Here and Now by Paul Auster & J.M. Coetzee
There’s a moment towards the end of Here and Now: Letters 2008 – 2011 when Paul Auster and J. M. Coetzee complain about the misfortunes of being publically interviewed.
Coetzee on the Jaipur Literature Festival:
‘I was determined not to subject myself to the rounds of public questioning that have become standard feature of festivals nowadays. Interrogation is not a medium I do well in. I am too brief in my responses, where brevity (clippedness) is all too easily misread as a sign of irritation or anger.’
And Auster on a literary festival in Canada:
‘The two of us alone on stage with no intermediary … Some of our remarks will necessarily take the form of questions – each to each other – but not the kind of grilling one associates with traditional interviews.’
It’s an exchange that represents everything that I worried would be dull about this book: two celebrated, senior writers curmudgeonly navel-gazing about what it means to be distinguished. And yet these passages are more telling than that. What Auster writes is, inadvertently, a description of the book itself, and goes some way to explaining why Here and Now is unexpectedly and subtly fascinating.

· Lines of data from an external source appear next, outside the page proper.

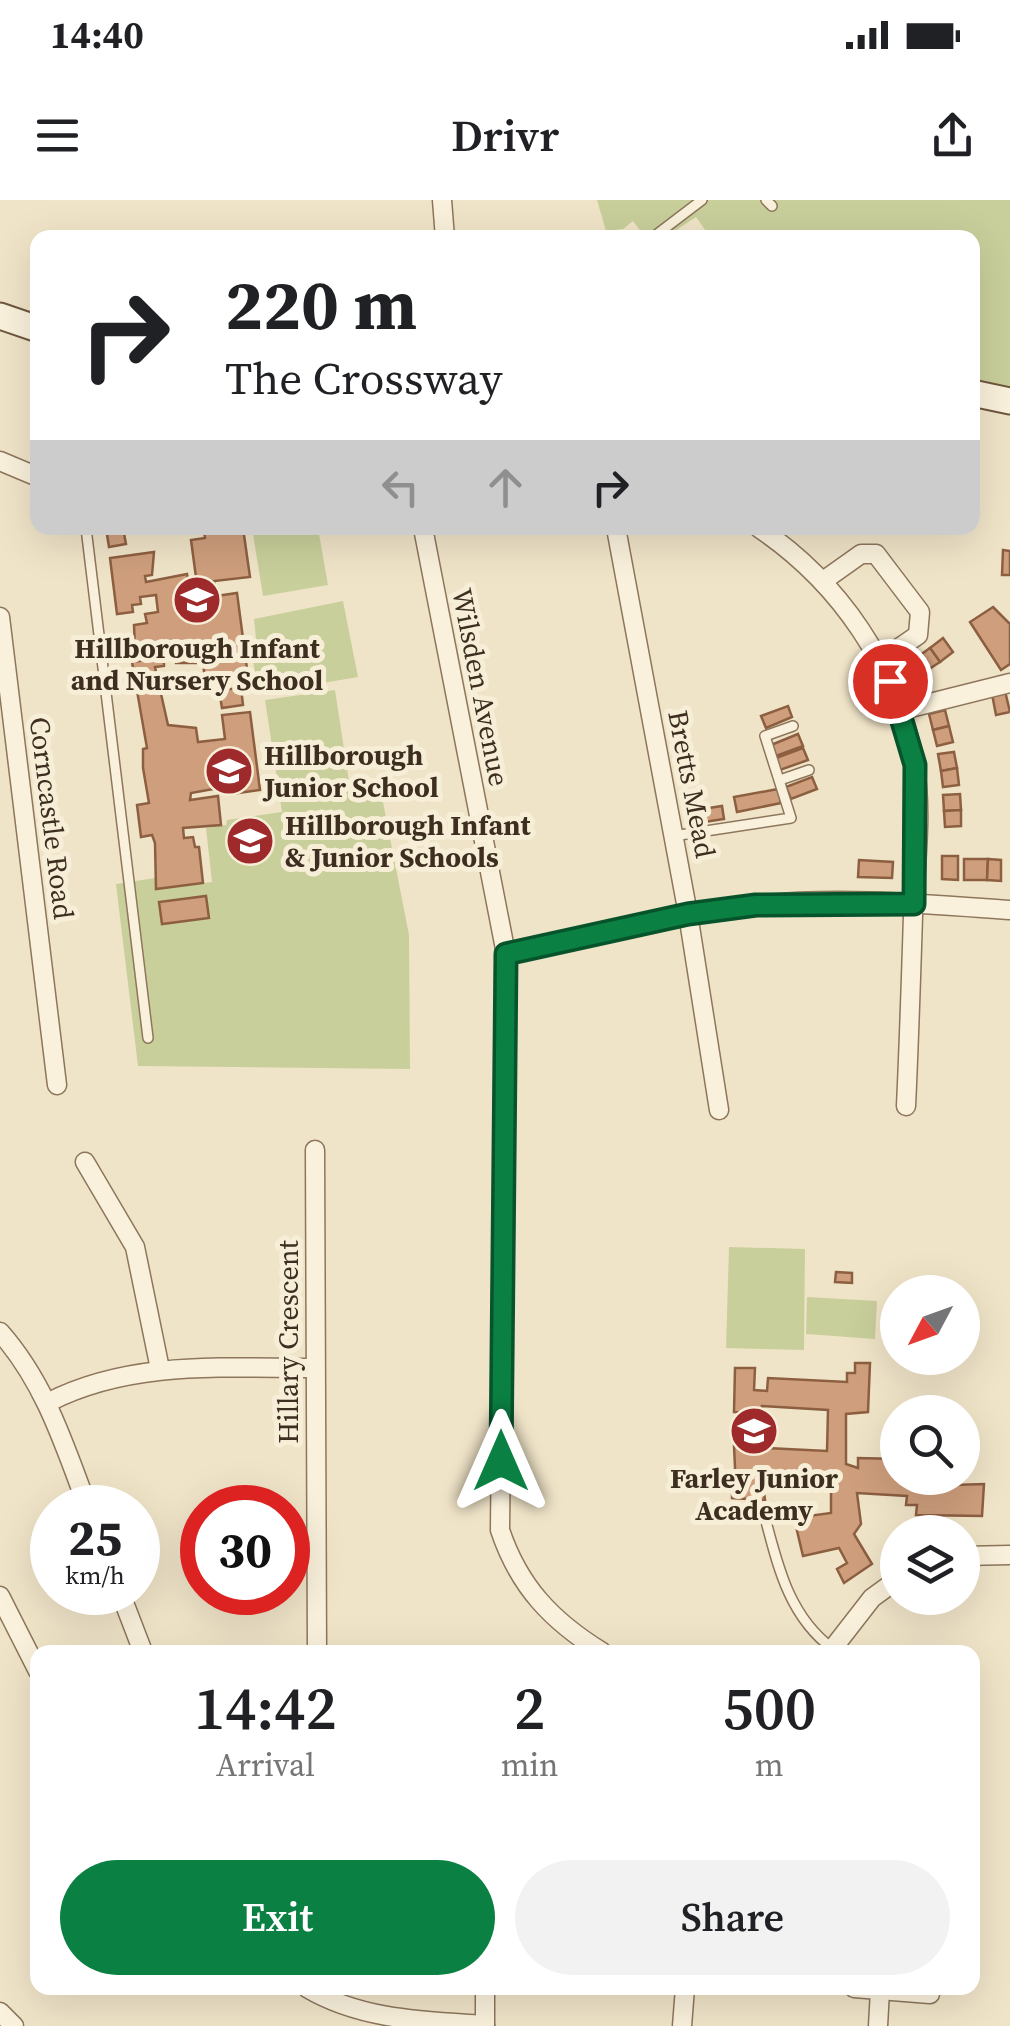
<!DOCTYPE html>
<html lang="en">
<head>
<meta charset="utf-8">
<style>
	body { margin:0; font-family:"Source Serif 4",serif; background:#f2f2f2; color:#202124; height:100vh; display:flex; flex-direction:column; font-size:38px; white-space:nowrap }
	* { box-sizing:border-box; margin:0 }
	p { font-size:32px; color:#757577 }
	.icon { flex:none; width:55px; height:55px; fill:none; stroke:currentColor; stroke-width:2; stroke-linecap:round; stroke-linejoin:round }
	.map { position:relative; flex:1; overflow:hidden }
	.details { position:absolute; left:30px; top:1445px; width:950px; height:350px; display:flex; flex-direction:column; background:#fff; border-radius:20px; box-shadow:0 10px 40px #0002 }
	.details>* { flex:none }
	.guide { position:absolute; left:30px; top:30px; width:950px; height:305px; border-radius:20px; box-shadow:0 10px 40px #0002; background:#fff; color:#202124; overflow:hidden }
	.needle { width:65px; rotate:229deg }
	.tools { position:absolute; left:880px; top:1075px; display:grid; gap:20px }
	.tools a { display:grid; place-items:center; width:100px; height:100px; border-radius:50%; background:#fff; box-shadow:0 10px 40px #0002; font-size:50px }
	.speed { position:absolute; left:30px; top:1285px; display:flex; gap:20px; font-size:50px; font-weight:700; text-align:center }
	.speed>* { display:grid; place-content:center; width:130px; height:130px; border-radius:50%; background:#fff; box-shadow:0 10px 40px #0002; line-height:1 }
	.speed small { font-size:25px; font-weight:400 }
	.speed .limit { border:15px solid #d22; background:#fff; color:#111 }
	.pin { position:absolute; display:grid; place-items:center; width:85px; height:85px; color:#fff; margin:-42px; border:5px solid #fff; border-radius:50%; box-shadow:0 2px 10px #0007 }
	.me { position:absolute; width:110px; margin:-55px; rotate:0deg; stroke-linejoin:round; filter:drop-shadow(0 0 8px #0008) }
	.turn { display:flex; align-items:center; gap:35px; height:210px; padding:0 30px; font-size:45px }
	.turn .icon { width:130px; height:130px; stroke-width:2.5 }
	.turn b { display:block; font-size:70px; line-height:85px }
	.lanes { display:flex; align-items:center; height:95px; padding:0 30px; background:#0003; justify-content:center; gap:50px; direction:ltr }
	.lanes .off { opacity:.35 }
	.eta { display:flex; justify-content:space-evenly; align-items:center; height:170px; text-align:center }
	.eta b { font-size:60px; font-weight:600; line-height:70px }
	.action { display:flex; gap:20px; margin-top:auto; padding:20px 30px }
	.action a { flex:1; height:115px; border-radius:60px; background:#0b8043; color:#fff; font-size:40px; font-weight:600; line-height:115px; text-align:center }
	.action a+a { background:#f2f2f2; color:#202124 }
	.status { display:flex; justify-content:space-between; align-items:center; height:70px; padding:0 50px; background:#fff; direction:ltr }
	.status svg { height:28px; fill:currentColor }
	header { display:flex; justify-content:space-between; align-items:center; height:130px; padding:0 30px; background:#fff; font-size:45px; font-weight:600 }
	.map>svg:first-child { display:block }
	.green { fill:#c9cf9b }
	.building { fill:#cf9f7d; stroke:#8d5f41; stroke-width:2.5 }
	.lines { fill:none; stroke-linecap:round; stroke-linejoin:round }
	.lane-casing { stroke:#8d765c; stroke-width:12 }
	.street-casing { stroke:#8d765c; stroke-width:21 }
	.secondary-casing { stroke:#6f573f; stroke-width:29 }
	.lane { stroke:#faf1dc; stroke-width:9 }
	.street { stroke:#faf1dc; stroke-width:18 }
	.secondary { stroke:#faf1dc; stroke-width:25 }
	.route-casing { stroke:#07532c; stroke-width:25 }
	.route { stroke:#0b8043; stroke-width:18 }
	.labels { text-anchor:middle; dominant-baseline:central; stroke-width:10; stroke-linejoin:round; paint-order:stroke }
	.poi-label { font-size:28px; font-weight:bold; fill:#3d2e20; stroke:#f7eed8 }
	.street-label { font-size:28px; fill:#3d2e20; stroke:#f7eed8 }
</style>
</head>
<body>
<div class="status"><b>14:40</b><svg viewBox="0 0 49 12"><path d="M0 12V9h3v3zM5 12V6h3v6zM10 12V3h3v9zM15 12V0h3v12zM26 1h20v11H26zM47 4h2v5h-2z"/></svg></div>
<header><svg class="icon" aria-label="menu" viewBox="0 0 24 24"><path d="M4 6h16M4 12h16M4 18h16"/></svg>Drivr<svg class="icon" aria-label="share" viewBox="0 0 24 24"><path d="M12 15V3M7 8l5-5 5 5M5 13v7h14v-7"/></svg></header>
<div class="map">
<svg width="1010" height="1826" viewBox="0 0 1010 1826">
	<rect width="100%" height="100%" fill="#f0e4c8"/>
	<!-- green -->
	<g class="green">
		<path d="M597,0H1010V191L973,185L972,38L710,37L696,17L666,37H645L633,21L623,29L606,31Z"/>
		<path d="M252,328H318L328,385L263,396Z"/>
		<path d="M343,401L358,477L259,494L251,450L257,448L254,419Z"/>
		<path d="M335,490L352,601L382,597L409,735L410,869L138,866L116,684L155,678L157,689L212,682L206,628L226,625L227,620L282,612L265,500Z"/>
		<path d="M729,1047L805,1049L804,1150L726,1148Z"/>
		<path d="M807,1097L877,1101L875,1139L806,1134Z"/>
	</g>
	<!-- building -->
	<g class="building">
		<path d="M106,328H123L126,344L109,347Z"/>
		<path d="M243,328L250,377L214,381L216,396L237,393L248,476L205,479L203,463H176L174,448L167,449L166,444L135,449L134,425L147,423L145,414L158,412L156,395L140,397L141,404L132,405L133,412L117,414L110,358L154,352L152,375L145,376L146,382L187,374L190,393L198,392L191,340L205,338L204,331Z"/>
		<path d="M1003,350L1010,351V375H1002Z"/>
		<path d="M993,407L1010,424V464L1001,470L970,422Z"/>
		<path d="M943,438L953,452L940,462L930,448Z"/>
		<path d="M930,448L940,462L926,471L916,458Z"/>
		<path d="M154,459L164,461V466L155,467L168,525L196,528L198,542L225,539L222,515L250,512L260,590L231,594L230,586L191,593L190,600L218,596L221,625L183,628L184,638L193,637L195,647H199L203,683L156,689L155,643L152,635L141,637L137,605L149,603L143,568V549L147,548L132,462Z"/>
		<path d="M241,488L243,505L222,508L219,490Z"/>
		<path d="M1005,491L1010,512L996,515L992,494Z"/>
		<path d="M788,506L792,517L766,528L761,516Z"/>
		<path d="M945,510L949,526L933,530L929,514Z"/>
		<path d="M949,526L953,542L937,546L933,530Z"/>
		<path d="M798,534L803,546L776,556L771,545Z"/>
		<path d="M803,548L808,560L780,570L776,558Z"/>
		<path d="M954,552L957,568L941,571L938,554Z"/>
		<path d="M957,568L959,585L943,587L941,571Z"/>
		<path d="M812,577L817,589L791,599L786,587Z"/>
		<path d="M778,589L781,603L737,612L734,597Z"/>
		<path d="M960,594L961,610L944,611L943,595Z"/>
		<path d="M722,606L724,619L704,622L702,609Z"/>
		<path d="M961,610V626L945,627L944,611Z"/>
		<path d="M942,656H958V680L942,679Z"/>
		<path d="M964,659H988L987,680H964Z"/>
		<path d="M988,659L1001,660V681L987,680Z"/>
		<path d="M859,660L893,662L892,678L858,677Z"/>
		<path d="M206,696L209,718L162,724L159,702Z"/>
		<path d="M836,1072L852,1073V1083L835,1082Z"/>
		<path d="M855,1163H870L868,1212L846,1214V1264L858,1268V1258L898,1259V1278H952L953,1285L984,1284L982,1316L916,1315L917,1305H906L907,1296L857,1293L861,1324L854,1334L872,1364L844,1383L837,1369L847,1363L839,1348L803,1356L794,1318L831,1313V1276L767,1273L762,1276L765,1300L732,1298V1290L736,1289L734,1246H746L745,1220H767V1248L827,1251L828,1210L762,1206V1213L734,1212L735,1168H755L754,1190L767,1191L768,1178L847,1182V1173H855Z"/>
	</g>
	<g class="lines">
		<!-- lane casing -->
		<g class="lane-casing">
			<g id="lane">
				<path d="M766,0L772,6"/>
				<path d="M652,38L702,0"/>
				<path d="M86,328L148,838"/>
				<path d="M780,580L809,570"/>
				<path d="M673,636L791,618L765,536L793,526"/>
				<path d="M723,1309L763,1310C777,1362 787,1415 833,1449"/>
				<path d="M897,1363H898"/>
			</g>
		</g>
		<!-- street casing -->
		<g class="street-casing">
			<g id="street">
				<path d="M442,0L445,38"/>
				<path d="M0,261L38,277"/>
				<path d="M423,328L506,754L500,1330C519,1387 552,1421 602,1452"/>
				<path d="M616,328L688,714L719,910"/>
				<path d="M759,328C839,382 898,467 914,563C923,612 915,666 913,716C911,779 909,843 906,906"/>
				<path d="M823,381L861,354H876L920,412L918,435L880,461"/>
				<path d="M0,417L57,885"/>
				<path d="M902,510L1010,483"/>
				<path d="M506,754C588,736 671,713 756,705C840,696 926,704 1010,710"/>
				<path d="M315,950L317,1452"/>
				<path d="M85,962L135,1047L160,1169"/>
				<path d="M0,1132C45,1183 64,1244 88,1308"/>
				<path d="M49,1202C131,1160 225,1168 315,1168"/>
				<path d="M962,1356L1010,1355"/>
				<path d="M120,1392L143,1452"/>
				<path d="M0,1396L38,1471"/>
				<path d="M830,1452L872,1398L898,1379"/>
				<path d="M307,1788C361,1820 424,1821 485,1825"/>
				<path d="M485,1788V1826"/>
				<path d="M854,1788L930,1794"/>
				<path d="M0,1812L14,1826"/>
				<path d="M682,1826L685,1788"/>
				<path d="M878,1826L880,1790"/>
			</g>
		</g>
		<!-- secondary casing -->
		<g class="secondary-casing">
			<g id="secondary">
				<path d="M0,116L38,129"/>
				<path d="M972,193L1010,201"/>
			</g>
		</g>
		<!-- lane -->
		<use href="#lane" class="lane"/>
		<!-- street -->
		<use href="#street" class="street"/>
		<!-- secondary -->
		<use href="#secondary" class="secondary"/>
	</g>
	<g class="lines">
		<!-- route casing -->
		<g class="route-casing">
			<path id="route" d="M501,1261L506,754L688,714L756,705L914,704L915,565L890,481"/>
		</g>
		<!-- route -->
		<use href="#route" class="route"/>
	</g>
	<!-- icons -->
	<defs>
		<g id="school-disc" transform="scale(2.5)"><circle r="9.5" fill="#9e2a2b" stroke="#f7eed8"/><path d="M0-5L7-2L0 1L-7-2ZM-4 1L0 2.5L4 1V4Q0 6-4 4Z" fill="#fff"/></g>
	</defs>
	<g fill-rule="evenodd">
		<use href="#school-disc" x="197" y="400"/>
		<use href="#school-disc" x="229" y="571"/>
		<use href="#school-disc" x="250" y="641"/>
		<use href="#school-disc" x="754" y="1231"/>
	</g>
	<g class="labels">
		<!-- poi labels -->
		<g class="poi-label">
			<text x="197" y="448">Hillborough Infant<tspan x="197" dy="32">and Nursery School</tspan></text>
			<text x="264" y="555" text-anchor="start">Hillborough<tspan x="264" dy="32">Junior School</tspan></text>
			<text x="285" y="625" text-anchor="start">Hillborough Infant<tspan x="285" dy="32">&amp; Junior Schools</tspan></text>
			<text x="754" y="1278">Farley Junior<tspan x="754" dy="32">Academy</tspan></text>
		</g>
		<!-- street labels -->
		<g class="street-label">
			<text transform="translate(481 487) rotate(79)">Wilsden Avenue</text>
			<text transform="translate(692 584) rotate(79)">Bretts Mead</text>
			<text transform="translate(52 618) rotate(83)">Corncastle Road</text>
			<text transform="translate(288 1142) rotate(-90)">Hillary Crescent</text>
		</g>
	</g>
</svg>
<div class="tools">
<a><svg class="needle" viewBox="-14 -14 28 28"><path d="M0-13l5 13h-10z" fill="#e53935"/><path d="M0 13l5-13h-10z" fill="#757577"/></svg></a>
<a><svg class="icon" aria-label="search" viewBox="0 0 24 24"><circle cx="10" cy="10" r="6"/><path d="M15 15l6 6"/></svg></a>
<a><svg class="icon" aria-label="layers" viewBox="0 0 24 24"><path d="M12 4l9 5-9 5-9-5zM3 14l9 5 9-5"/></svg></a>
</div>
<div class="speed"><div>25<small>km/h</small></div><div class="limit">30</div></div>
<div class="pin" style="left:890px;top:481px;background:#d93025"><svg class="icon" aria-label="arrive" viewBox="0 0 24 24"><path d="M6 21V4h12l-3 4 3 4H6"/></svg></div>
<svg class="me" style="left:501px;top:1261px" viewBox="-20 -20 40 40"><path d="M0-17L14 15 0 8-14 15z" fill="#0b8043" stroke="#fff" stroke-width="4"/></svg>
<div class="guide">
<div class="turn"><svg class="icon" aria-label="right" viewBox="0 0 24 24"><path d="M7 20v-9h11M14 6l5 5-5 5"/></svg><div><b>220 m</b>The Crossway</div></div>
<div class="lanes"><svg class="icon off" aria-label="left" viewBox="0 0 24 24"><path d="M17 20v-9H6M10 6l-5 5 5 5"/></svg><svg class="icon off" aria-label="ahead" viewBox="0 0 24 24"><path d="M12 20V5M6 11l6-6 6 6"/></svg><svg class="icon" aria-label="right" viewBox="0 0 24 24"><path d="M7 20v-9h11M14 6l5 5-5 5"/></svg></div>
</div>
<section class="details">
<div class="eta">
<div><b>14:42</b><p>Arrival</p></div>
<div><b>2</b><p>min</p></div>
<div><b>500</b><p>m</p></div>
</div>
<div class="action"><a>Exit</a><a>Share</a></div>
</section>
</div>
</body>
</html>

Here and Now is not really a collection of letters, at least not in the conventional sense. There is nothing posthumous or even unplanned about its composition. This is two writers in their prime, challenging each other to rise to the occasion and say something meaningful on any number of subjects: the Middle East, incest, the criticism of James Wood, sport, literature, travel, etc.
Indeed Here and Now is more like an interview than an exchange of letters, not, of course, a ‘traditional’ interview, but instead a long, double-edged, itinerant, freeform series of open-ended questions. Anyone who is interested in either writer will be captivated. I was.